Migrate bootstrap/upgrade to unbounded agent library#153
Merged
Conversation
Replace FlexNode-specific component executors (linux, cri, cni, kubebins, kubelet, kubeadm) with shared tasks from github.com/Azure/unbounded. Adopt nspawn-based kube1/kube2 alternating machine model. - Add config adapter (ToAgentConfig) to map FlexNode config to AgentConfig - Rewrite Bootstrapper to use phases.Serial/Parallel with shared library tasks - Wrap Arc/NPD as phases.Task for integration with new orchestration - Rewrite drift remediation upgrade path to use shared rootfs/nodestart tasks - Update status collector for nspawn-aware command execution - Delete 6 component directories now handled by shared library - Exclude gosec from test files in golangci-lint config
The deleted component handlers (linux, cri, cni, kubebins, kubeadm) are no longer registered in the action hub. Rewrite the kubeadm E2E test to use the same config-based 'aks-flex-node agent' flow as the token/MSI tests.
MSI auth requires credential plugin support in the shared library which is not yet implemented. Skip MSI join/unjoin/validate/smoke in E2E. Add nspawn machine status and container kubelet log dumping to _deploy_and_start_agent for better bootstrap debugging.
…nfig CNI binaries are installed by the shared library bootstrap, but the CNI conflist (10-unbounded.conflist) is written at runtime by the unbounded-net-node DaemonSet which watches for podCIDR assignment. Until this DaemonSet is deployed in the E2E cluster, nodes stay NetworkNotReady and pods cannot be scheduled. Node join/unjoin/rejoin all pass successfully.
Update unbounded to f9e5ffb2b2ec which adds ExecCredential support in the kubelet kubeconfig. Map FlexNode MSI and service principal configs to exec credential plugins that invoke 'aks-flex-node token kubelogin'. Always copy the aks-flex-node binary into the nspawn rootfs so it is available inside the container for credential plugins and debugging. Re-enable MSI node join/unjoin/validation in E2E tests.
machinectl shell doesn't produce output over non-TTY SSH sessions. Use nsenter for journalctl and read CNI/containerd config directly from /var/lib/machines/kube1/ rootfs.
…ests The unbounded library installs CNI binaries but not a conflist. Without one kubelet reports NetworkNotReady and pods cannot be scheduled. Add a WriteCNIConfig task that writes the same 99-bridge.conf (embedded via go:embed) that the old FlexNode CNI component used, into the nspawn rootfs at /etc/cni/net.d/. Re-enable E2E smoke tests.

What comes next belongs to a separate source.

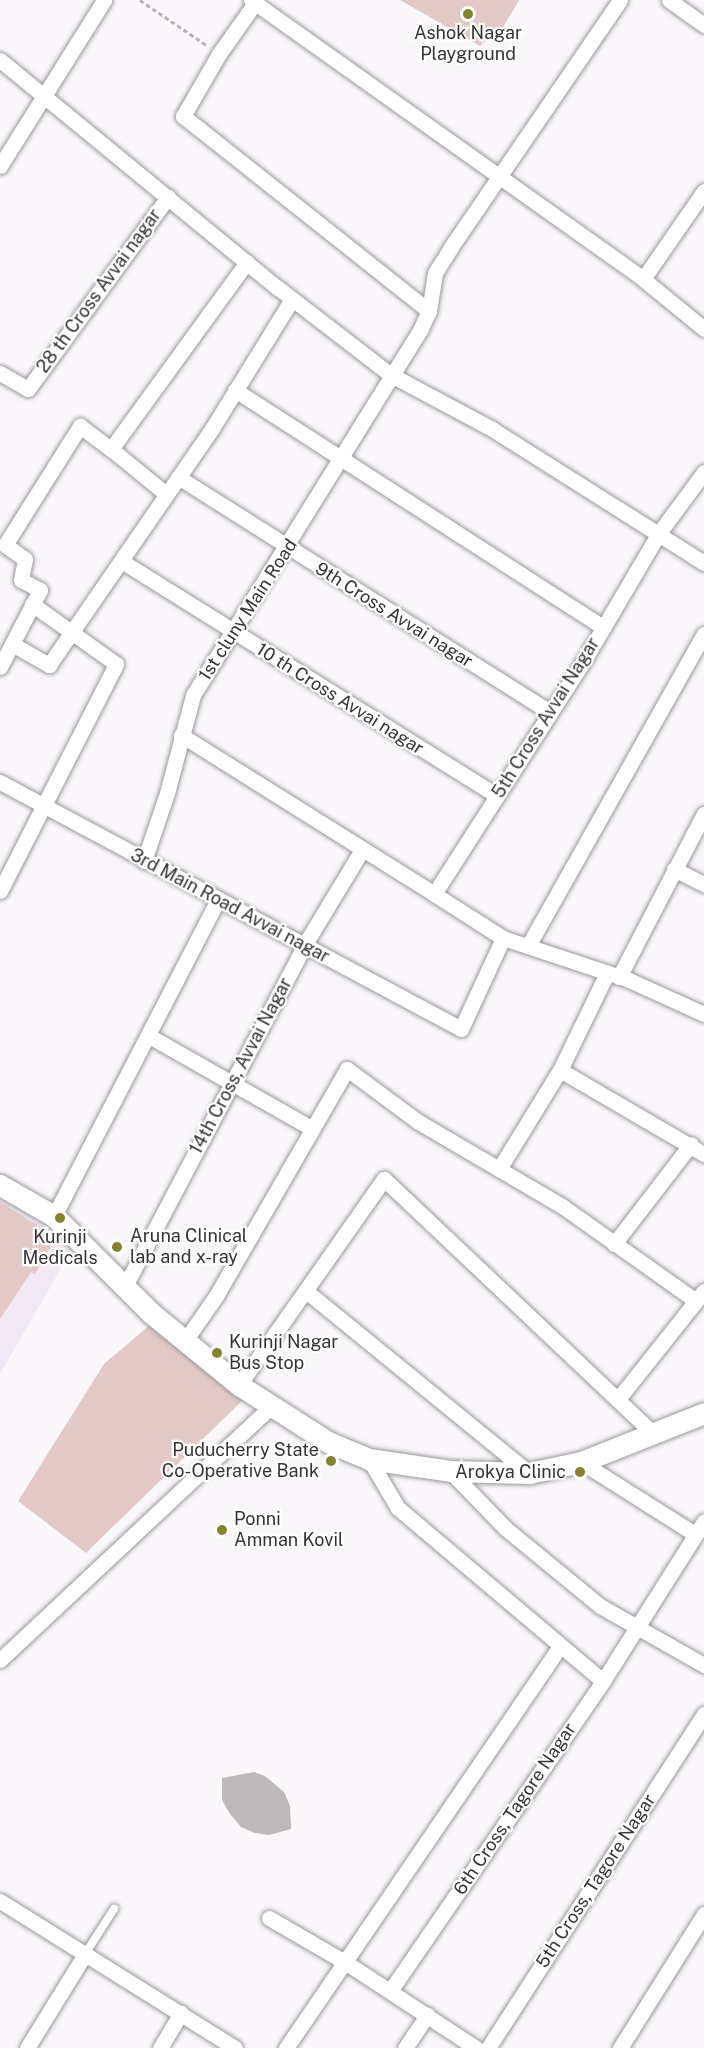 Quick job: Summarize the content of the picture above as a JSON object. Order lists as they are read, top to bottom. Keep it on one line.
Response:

Update github.com/Azure/unbounded to b8847fd8701b which adds CRI and CNI version override fields to AgentConfig. Map FlexNode's containerd, runc, and CNI plugin versions through the adapter; empty values fall back to library defaults. Also replace the now-internal utilexec package with a local copy in pkg/utils/utilexec.
Workaround until the library default is updated.
Remove protobuf/gRPC indirection from bootstrap tasks. DownloadNPD, StartNPD, and InstallArc now implement phases.Task directly using config fields instead of marshalling through protobuf actions and the in-memory gRPC hub. This eliminates the grpc.ClientConn dependency from the Bootstrapper struct and simplifies the bootstrap path. The drift package still passes conn through its signatures; that cleanup is tracked separately.
Delete the entire components/ directory (protobuf definitions, gRPC hub, in-memory server, Arc/NPD/aksmachine action implementations) and the apply CLI subcommand. All bootstrap tasks now use native phases.Task implementations in pkg/bootstrapper/wrappers.go. EnsureMachine (AKS Machines API registration) is converted to a native task reading from config.Config and commented out in the bootstrap flow until the Machines API is available in all target environments. Also removes grpc.ClientConn threading from the drift package and all daemon loop functions in commands.go, and cleans up unused utilpb package and go.mod dependencies.
Download binary and config into machineDir so they appear inside the nspawn container. Start the systemd unit via systemd-run --machine instead of the host D-Bus, matching the pattern used by containerd and kubelet in the unbounded agent library. Removes dependency on pkg/systemd.Manager for NPD.
Extract CNI bridge config task and its embedded asset from pkg/bootstrapper/wrappers.go into a dedicated pkg/cni package, following the same pattern as pkg/arc and pkg/npd. Also removes stale pkg/bootstrapper/assets/node-problem-detector.service left over from the earlier NPD move.
utilio.WriteFile handles directory creation and atomic writes, so remove the manual MkdirAll and content equality check.
Extract AKS Machines API registration task and helpers from pkg/bootstrapper/wrappers.go into a dedicated pkg/aksmachine package, continuing the pattern of one package per Azure-specific component.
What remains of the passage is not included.